ACTIVITY
This task calls for copying every line in the data below that contains the word "radius".

--

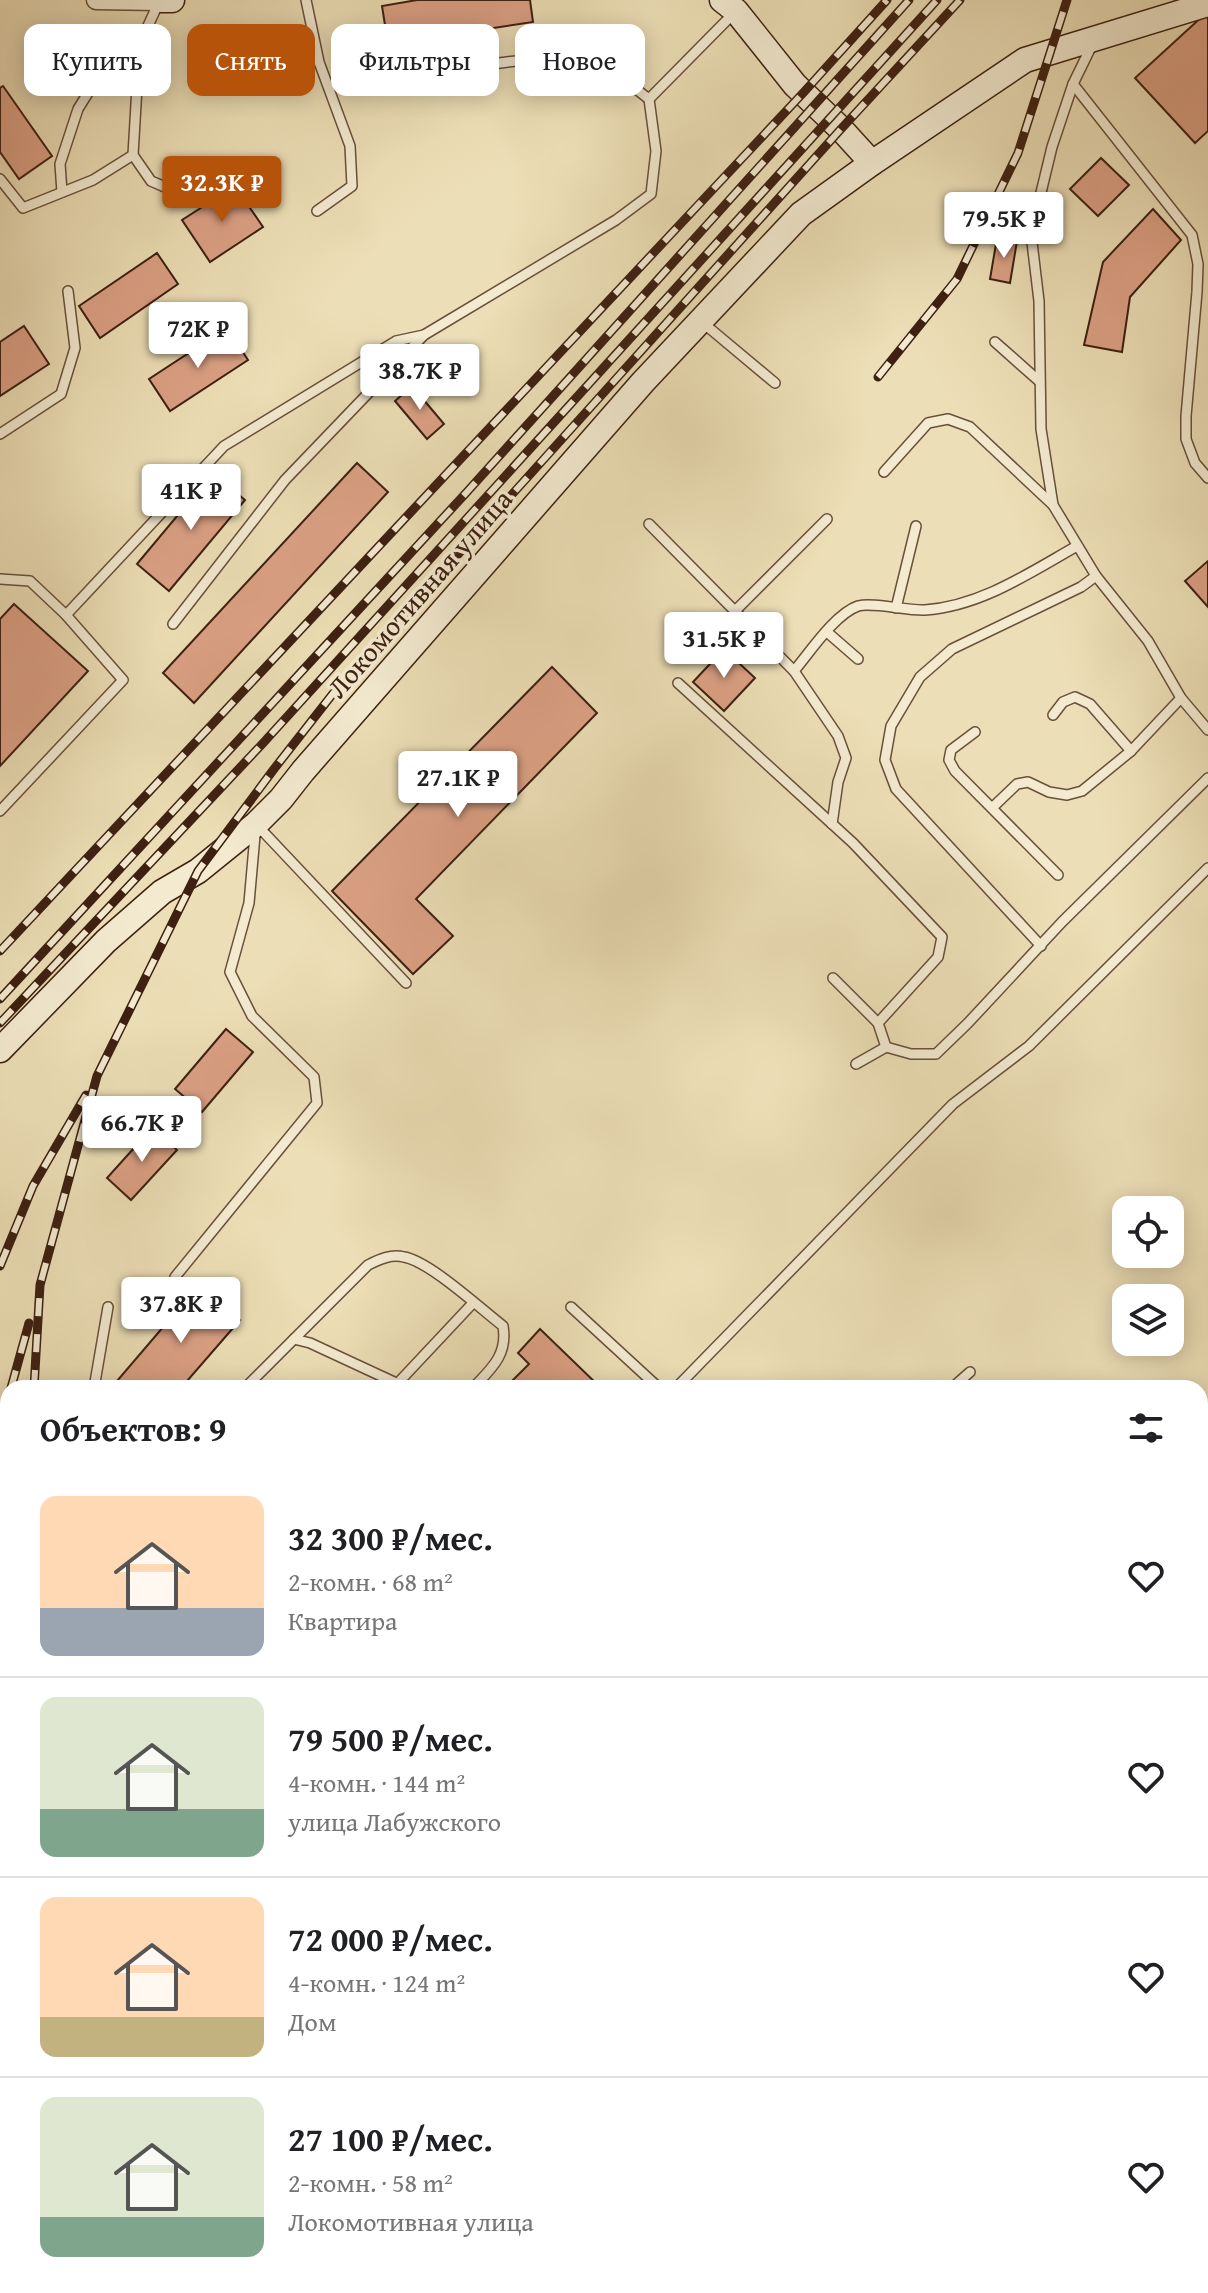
<!DOCTYPE html>
<html lang="ru">
<meta charset="utf-8">
<style>
body{margin:0;font-family:"Gentium Book Plus",serif;background:#f6f6f6;color:#202124;height:100vh;display:flex;flex-direction:column;font-size:30px;white-space:nowrap}
*{box-sizing:border-box;margin:0}
p{font-size:26px;color:#757577}
.icon{flex:none;width:44px;height:44px;fill:none;stroke:currentColor;stroke-width:2;stroke-linecap:round;stroke-linejoin:round}
.map{position:relative;flex:1;overflow:hidden}
.sheet{position:absolute;left:0px;top:1380px;width:1208px;height:914px;display:flex;flex-direction:column;background:#fff;border-radius:24px 24px 0 0;box-shadow:0 4px 20px #0003}
.sheet>*{flex:none}
.hud{position:absolute;left:24px;top:24px;width:800px;height:72px;display:flex;gap:16px}
.tools{position:absolute;left:1112px;top:1196px;display:grid;gap:16px}
.tools a{display:grid;place-items:center;width:72px;height:72px;border-radius:16px;background:#fff;box-shadow:0 4px 20px #0003;font-size:40px}
.price{position:absolute;translate:-50% -68px;padding:0 18px;border-radius:8px;background:#fff;color:#222;font-size:26px;line-height:52px;filter:drop-shadow(0 2px 4px #0008)}
.price::after{content:'';position:absolute;left:50%;top:48px;width:24px;height:18px;margin-left:-12px;background:inherit;clip-path:polygon(0 0,100% 0,50% 100%)}
.price.on{background:#b45309;color:#fff}
ul{padding:0;list-style:none}
li{display:flex;align-items:center;gap:24px;height:200px;padding:0 40px}
li+li{border-top:2px solid #e0e0e0}
li span{display:grid;place-items:center;flex:none;width:224px;height:160px;border-radius:16px;color:#555}
li>.icon{margin-inline-start:auto}
span .icon{width:96px;height:96px;fill:#fffc;stroke-width:1}
li b{font-size:34px}
h2{display:flex;justify-content:space-between;align-items:center;height:96px;padding:0 40px;font-size:34px}
.tag{padding:0 28px;border-radius:16px;background:#fff;box-shadow:0 4px 20px #0003;font-size:28px;line-height:72px}
.tag.on{background:#b45309;color:#fff}
.map>svg:first-child{display:block}
.building{fill:#dba084;stroke:#3d2011;stroke-width:2}
.lines{fill:none;stroke-linecap:round;stroke-linejoin:round}
.lane-casing{stroke:#69503a;stroke-width:12}
.street-casing{stroke:#69503a;stroke-width:21}
.secondary-casing{stroke:#3d2011;stroke-width:27}
.lane{stroke:#f3ead0;stroke-width:9}
.street{stroke:#f3ead0;stroke-width:18}
.secondary{stroke:#f3ead0;stroke-width:24}
.rail-casing{stroke:#3d2011;stroke-width:9}
.rail{stroke:#f3ead0;stroke-width:6;stroke-dasharray:18;stroke-linecap:butt}
.labels{text-anchor:middle;dominant-baseline:central;stroke-width:7;stroke-linejoin:round;paint-order:stroke}
.street-label{font-size:28px;fill:#3d2011;stroke:#f3ead0}
</style>
<div class="map">
<svg width="1208" height="2293" viewBox="0 0 1208 2293">
<rect width="100%" height="100%" fill="#ecdeb6"/>
<filter id="stains"><feTurbulence type="fractalNoise" baseFrequency=".0025" numOctaves="4"/><feColorMatrix values="0 0 0 0 .2 0 0 0 0 .09 0 0 0 0 .02 0 0 0 .5 -.17"/></filter>
<radialGradient id="worn" r=".72"><stop offset=".6" stop-color="#630" stop-opacity="0"/><stop offset="1" stop-color="#630" stop-opacity=".3"/></radialGradient>
<g class="building">
<polygon points="417,0 530,0 533,22 388,44 382,6"/>
<polygon points="1206,13 1208,14 1208,131 1195,143 1135,78"/>
<polygon points="3,86 52,156 19,179 0,152 0,88"/>
<polygon points="1101,158 1129,185 1098,216 1070,189"/>
<polygon points="235,186 263,227 210,262 182,220"/>
<polygon points="1153,209 1181,240 1130,297 1122,352 1084,345 1103,262"/>
<polygon points="997,238 1017,241 1010,283 990,279"/>
<polygon points="157,253 178,284 100,338 79,306"/>
<polygon points="24,326 49,364 0,396 0,342"/>
<polygon points="227,328 248,360 170,411 149,379"/>
<polygon points="412,386 444,424 427,439 395,401"/>
<polygon points="357,463 388,492 194,703 163,673"/>
<polygon points="213,473 245,500 169,591 137,564"/>
<polygon points="1208,561 1208,607 1185,581"/>
<polygon points="14,604 88,671 0,766 0,619"/>
<polygon points="724,649 755,678 724,711 693,682"/>
<polygon points="552,667 597,713 416,899 453,936 413,974 332,891"/>
<polygon points="226,1029 253,1052 202,1112 175,1089"/>
<polygon points="153,1127 177,1150 131,1200 107,1178"/>
<polygon points="199,1285 240,1320 181,1388 111,1388"/>
<polygon points="540,1329 601,1388 505,1388 529,1364 518,1353"/>
<polygon points="1200,1618 1208,1625 1208,1658 1200,1651"/>
<rect x="1200" y="1850" width="8" height="41"/>
<rect x="1200" y="1966" width="8" height="39"/>
<rect x="1200" y="2053" width="8" height="107"/>
<polygon points="0,2174 8,2174 8,2286 30,2286 31,2293 0,2293"/>
<polygon points="83,2286 155,2286 155,2293 84,2293"/>
<rect x="227" y="2286" width="68" height="7"/>
<rect x="361" y="2286" width="66" height="7"/>
</g>
<g class="lines">
<g class="lane-casing">
<g id="lane">
<polyline points="306,0 319,62 350,146 352,186 317,211"/>
<polyline points="159,2 147,28 138,70 133,155 151,181 181,194"/>
<polyline points="1092,45 1073,84 1052,147 1031,234 1039,301 1041,429 1053,505 1096,576 1148,641 1181,698 1208,730"/>
<path d="M467 68C512 61 565 50 609 70 623 76 636 90 649 99"/>
<polyline points="1073,84 1192,235 1198,264 1197,292 1186,416 1186,439 1195,463 1208,478"/>
<polyline points="0,179 23,208 93,180 133,155"/>
<polyline points="62,192 60,164 78,109 114,51 147,28"/>
<polyline points="702,322 775,383"/>
<polyline points="995,342 1039,381"/>
<polyline points="0,434 61,394 75,348 68,291"/>
<polyline points="884,472 928,423 948,419 970,427 1053,505"/>
<polyline points="649,524 794,671 838,736 846,758 838,782 832,824"/>
<polyline points="0,579 30,581 66,615 123,680 0,811"/>
<polyline points="896,608 916,526"/>
<polyline points="735,611 827,519"/>
<polyline points="66,615 224,446 396,341 424,335"/>
<polyline points="173,624 285,480 424,335 616,220 651,194 656,151 649,99 734,13"/>
<polyline points="827,632 858,659"/>
<path d="M794 671C810 652 835 614 858 606 873 602 907 611 925 610 981 606 1029 573 1077 546"/>
<polyline points="678,683 853,843 942,937 938,957 878,1023"/>
<polyline points="1053,715 1063,702 1075,697 1090,704 1131,751"/>
<polyline points="975,732 951,750 949,760 955,771 1058,875"/>
<polyline points="993,807 1017,784 1028,782 1049,792 1067,795 1082,791 1131,751 1181,698"/>
<polyline points="1041,946 896,789 885,760 891,726 920,677 952,649 1081,587 1096,576"/>
<polyline points="833,978 878,1023 886,1047 911,1054 936,1054 968,1023 1062,922 1208,778"/>
<polyline points="856,1064 886,1047"/>
<polyline points="175,1277 317,1103 314,1077 252,1016 230,972 249,903 256,824 406,983"/>
<polyline points="571,1307 659,1388"/>
<polyline points="294,1339 310,1343 407,1388"/>
<polyline points="397,1384 473,1303"/>
<polyline points="94,1388 108,1307"/>
<path d="M245 1388 368 1265C380 1259 391 1254 404 1257 429 1261 481 1309 503 1326 508 1355 491 1369 473 1388"/>
<polyline points="676,1388 953,1104 1029,1046 1208,868"/>
<polyline points="952,1388 970,1372"/>
<polyline points="1200,1674 1208,1682"/>
<polyline points="1200,2024 1208,2022"/>
<polyline points="1200,2202 1208,2200"/>
<polyline points="320,2286 320,2293"/>
</g>
</g>
<g class="street-casing">
<polyline id="street" points="96,0 159,1"/>
</g>
<g class="secondary-casing">
<g id="secondary">
<polyline points="160,0 172,0"/>
<polyline points="722,0 736,11 795,85 841,129 872,163"/>
<polyline points="0,1050 106,941 162,892 198,871 256,824 281,799 303,771 643,382 801,214 872,163 1025,60 1208,4"/>
<polyline points="1200,1932 1208,1932"/>
<polyline points="0,2086 8,2078"/>
</g>
</g>
<use href="#lane" class="lane"/>
<use href="#street" class="street"/>
<use href="#secondary" class="secondary"/>
<g class="rail-casing">
<g id="rail">
<polyline points="878,377 957,279 1018,153 1067,0"/>
<polyline points="0,951 804,92 887,0"/>
<polyline points="0,999 466,493 909,0"/>
<polyline points="0,1023 265,741 937,0"/>
<polyline points="0,1266 33,1186 86,1095"/>
<polyline points="11,1388 29,1323"/>
<polyline points="34,1388 40,1285 97,1076 198,871 274,769 335,691 841,129 960,0"/>
<polyline points="0,1429 8,1400"/>
</g>
</g>
<use href="#rail" class="rail"/>
</g>
<g class="labels">
<g class="street-label">
<text transform="translate(419 593) rotate(-49)">Локомотивная улица</text>
</g>
</g>
<rect width="100%" height="100%" filter="url(#stains)"/>
<rect width="100%" height="100%" fill="url(#worn)"/>
</svg>
<div class="tools">
<a><svg class="icon" aria-label="locate" viewBox="0 0 24 24"><circle cx="12" cy="12" r="6"/><path d="M12 2v4M12 18v4M2 12h4M18 12h4"/></svg></a>
<a><svg class="icon" aria-label="layers" viewBox="0 0 24 24"><path d="M12 4l9 5-9 5-9-5zM3 14l9 5 9-5"/></svg></a>
</div>
<b class="price on" style="left:222px;top:224px">32.3K ₽</b>
<b class="price" style="left:1004px;top:260px">79.5K ₽</b>
<b class="price" style="left:198px;top:370px">72K ₽</b>
<b class="price" style="left:420px;top:412px">38.7K ₽</b>
<b class="price" style="left:191px;top:532px">41K ₽</b>
<b class="price" style="left:724px;top:680px">31.5K ₽</b>
<b class="price" style="left:458px;top:819px">27.1K ₽</b>
<b class="price" style="left:142px;top:1164px">66.7K ₽</b>
<b class="price" style="left:181px;top:1345px">37.8K ₽</b>
<div class="hud">
<a class="tag">Купить</a>
<a class="tag on">Снять</a>
<a class="tag">Фильтры</a>
<a class="tag">Новое</a>
</div>
<section class="sheet">
<h2>Объектов: 9<svg class="icon" aria-label="filters" viewBox="0 0 24 24"><path d="M4 7h16M4 17h16"/><circle cx="9" cy="7" r="2"/><circle cx="15" cy="17" r="2"/></svg></h2>
<ul>
<li><span style="background:linear-gradient(#ffd9b3 70%,#9aa5b1 0)"><svg class="icon" aria-label="home" viewBox="0 0 24 24"><path d="M3 11l9-7 9 7M6 9v11h12V9"/></svg></span><div><b>32 300 ₽/мес.</b><p>2-комн. · 68 m²</p><p>Квартира</p></div><svg class="icon" aria-label="heart" viewBox="0 0 24 24"><path d="M12 20l-8-8c-3-5 5-10 8-4 3-6 11-1 8 4z"/></svg></li>
<li><span style="background:linear-gradient(#dfe7d0 70%,#7fa58c 0)"><svg class="icon" aria-label="home" viewBox="0 0 24 24"><path d="M3 11l9-7 9 7M6 9v11h12V9"/></svg></span><div><b>79 500 ₽/мес.</b><p>4-комн. · 144 m²</p><p>улица Лабужского</p></div><svg class="icon" aria-label="heart" viewBox="0 0 24 24"><path d="M12 20l-8-8c-3-5 5-10 8-4 3-6 11-1 8 4z"/></svg></li>
<li><span style="background:linear-gradient(#ffd9b3 75%,#c2b280 0)"><svg class="icon" aria-label="home" viewBox="0 0 24 24"><path d="M3 11l9-7 9 7M6 9v11h12V9"/></svg></span><div><b>72 000 ₽/мес.</b><p>4-комн. · 124 m²</p><p>Дом</p></div><svg class="icon" aria-label="heart" viewBox="0 0 24 24"><path d="M12 20l-8-8c-3-5 5-10 8-4 3-6 11-1 8 4z"/></svg></li>
<li><span style="background:linear-gradient(#dfe7d0 75%,#7fa58c 0)"><svg class="icon" aria-label="home" viewBox="0 0 24 24"><path d="M3 11l9-7 9 7M6 9v11h12V9"/></svg></span><div><b>27 100 ₽/мес.</b><p>2-комн. · 58 m²</p><p>Локомотивная улица</p></div><svg class="icon" aria-label="heart" viewBox="0 0 24 24"><path d="M12 20l-8-8c-3-5 5-10 8-4 3-6 11-1 8 4z"/></svg></li>
</ul>
</section>
</div>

--

TASK RESULT
.sheet{position:absolute;left:0px;top:1380px;width:1208px;height:914px;display:flex;flex-direction:column;background:#fff;border-radius:24px 24px 0 0;box-shadow:0 4px 20px #0003}
.tools a{display:grid;place-items:center;width:72px;height:72px;border-radius:16px;background:#fff;box-shadow:0 4px 20px #0003;font-size:40px}
.price{position:absolute;translate:-50% -68px;padding:0 18px;border-radius:8px;background:#fff;color:#222;font-size:26px;line-height:52px;filter:drop-shadow(0 2px 4px #0008)}
li span{display:grid;place-items:center;flex:none;width:224px;height:160px;border-radius:16px;color:#555}
.tag{padding:0 28px;border-radius:16px;background:#fff;box-shadow:0 4px 20px #0003;font-size:28px;line-height:72px}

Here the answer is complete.